> _DIRECTIONS FOR THIS TASK_: Where a record contains an image, leave the image out and print the rest exactly.

*** Opening of STORED DATA ***

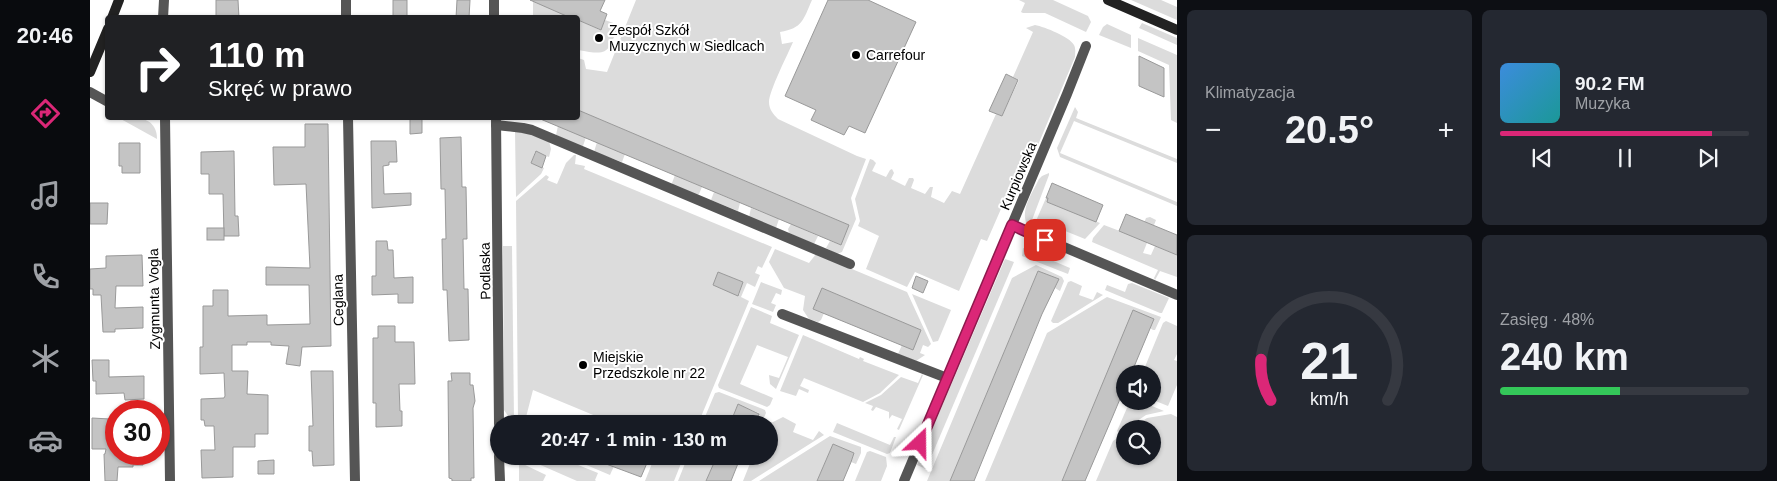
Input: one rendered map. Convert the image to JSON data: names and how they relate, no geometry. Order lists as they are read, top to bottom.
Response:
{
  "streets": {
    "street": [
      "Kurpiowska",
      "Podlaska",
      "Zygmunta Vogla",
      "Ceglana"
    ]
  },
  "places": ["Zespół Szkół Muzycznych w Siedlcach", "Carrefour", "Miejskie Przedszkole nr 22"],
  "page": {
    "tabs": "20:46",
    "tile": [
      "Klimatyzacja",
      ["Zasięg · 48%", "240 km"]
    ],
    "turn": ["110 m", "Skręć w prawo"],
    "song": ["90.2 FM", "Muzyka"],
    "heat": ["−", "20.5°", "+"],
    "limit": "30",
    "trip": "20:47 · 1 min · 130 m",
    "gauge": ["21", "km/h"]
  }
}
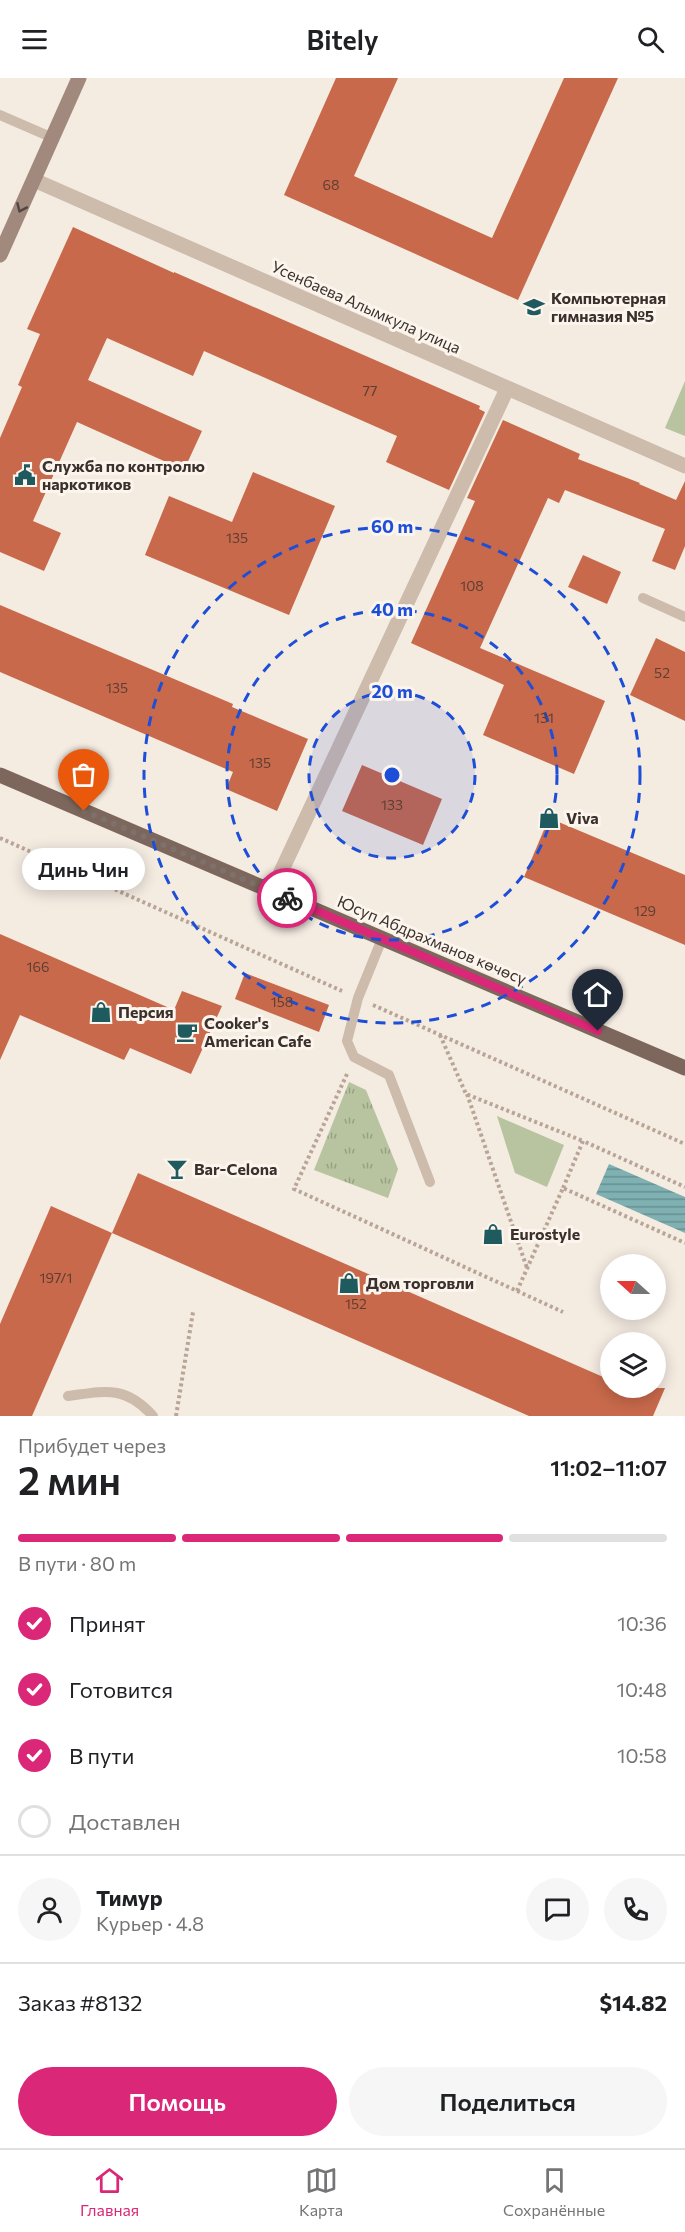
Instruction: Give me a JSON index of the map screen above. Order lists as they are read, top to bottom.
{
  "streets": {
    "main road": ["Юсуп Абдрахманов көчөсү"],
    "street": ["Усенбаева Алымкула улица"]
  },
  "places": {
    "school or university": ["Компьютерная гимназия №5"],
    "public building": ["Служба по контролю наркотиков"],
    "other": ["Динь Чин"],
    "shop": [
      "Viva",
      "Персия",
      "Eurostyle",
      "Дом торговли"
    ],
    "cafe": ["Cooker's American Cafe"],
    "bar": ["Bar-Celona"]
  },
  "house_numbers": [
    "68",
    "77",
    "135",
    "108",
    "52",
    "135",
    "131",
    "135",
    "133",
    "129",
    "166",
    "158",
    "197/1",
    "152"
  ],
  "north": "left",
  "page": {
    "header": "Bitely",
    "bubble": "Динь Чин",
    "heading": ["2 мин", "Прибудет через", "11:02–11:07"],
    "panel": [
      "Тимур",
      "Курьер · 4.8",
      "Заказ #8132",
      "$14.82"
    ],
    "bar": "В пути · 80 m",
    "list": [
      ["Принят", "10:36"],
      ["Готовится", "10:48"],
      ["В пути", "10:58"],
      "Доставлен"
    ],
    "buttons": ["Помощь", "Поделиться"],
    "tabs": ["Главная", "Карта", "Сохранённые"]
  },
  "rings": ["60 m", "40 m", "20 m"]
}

*** Close of STORED DATA ***

> _ANSWER FOR THIS EXERCISE_:
Input: one rendered map. Convert the image to JSON data: names and how they relate, no geometry. Order lists as they are read, top to bottom.
Response:
{
  "streets": {
    "street": [
      "Kurpiowska",
      "Podlaska",
      "Zygmunta Vogla",
      "Ceglana"
    ]
  },
  "places": ["Zespół Szkół Muzycznych w Siedlcach", "Carrefour", "Miejskie Przedszkole nr 22"],
  "page": {
    "tabs": "20:46",
    "tile": [
      "Klimatyzacja",
      ["Zasięg · 48%", "240 km"]
    ],
    "turn": ["110 m", "Skręć w prawo"],
    "song": ["90.2 FM", "Muzyka"],
    "heat": ["−", "20.5°", "+"],
    "limit": "30",
    "trip": "20:47 · 1 min · 130 m",
    "gauge": ["21", "km/h"]
  }
}
Instruction: Give me a JSON index of the map screen above. Order lists as they are read, top to bottom.
{
  "streets": {
    "main road": ["Юсуп Абдрахманов көчөсү"],
    "street": ["Усенбаева Алымкула улица"]
  },
  "places": {
    "school or university": ["Компьютерная гимназия №5"],
    "public building": ["Служба по контролю наркотиков"],
    "other": ["Динь Чин"],
    "shop": [
      "Viva",
      "Персия",
      "Eurostyle",
      "Дом торговли"
    ],
    "cafe": ["Cooker's American Cafe"],
    "bar": ["Bar-Celona"]
  },
  "house_numbers": [
    "68",
    "77",
    "135",
    "108",
    "52",
    "135",
    "131",
    "135",
    "133",
    "129",
    "166",
    "158",
    "197/1",
    "152"
  ],
  "north": "left",
  "page": {
    "header": "Bitely",
    "bubble": "Динь Чин",
    "heading": ["2 мин", "Прибудет через", "11:02–11:07"],
    "panel": [
      "Тимур",
      "Курьер · 4.8",
      "Заказ #8132",
      "$14.82"
    ],
    "bar": "В пути · 80 m",
    "list": [
      ["Принят", "10:36"],
      ["Готовится", "10:48"],
      ["В пути", "10:58"],
      "Доставлен"
    ],
    "buttons": ["Помощь", "Поделиться"],
    "tabs": ["Главная", "Карта", "Сохранённые"]
  },
  "rings": ["60 m", "40 m", "20 m"]
}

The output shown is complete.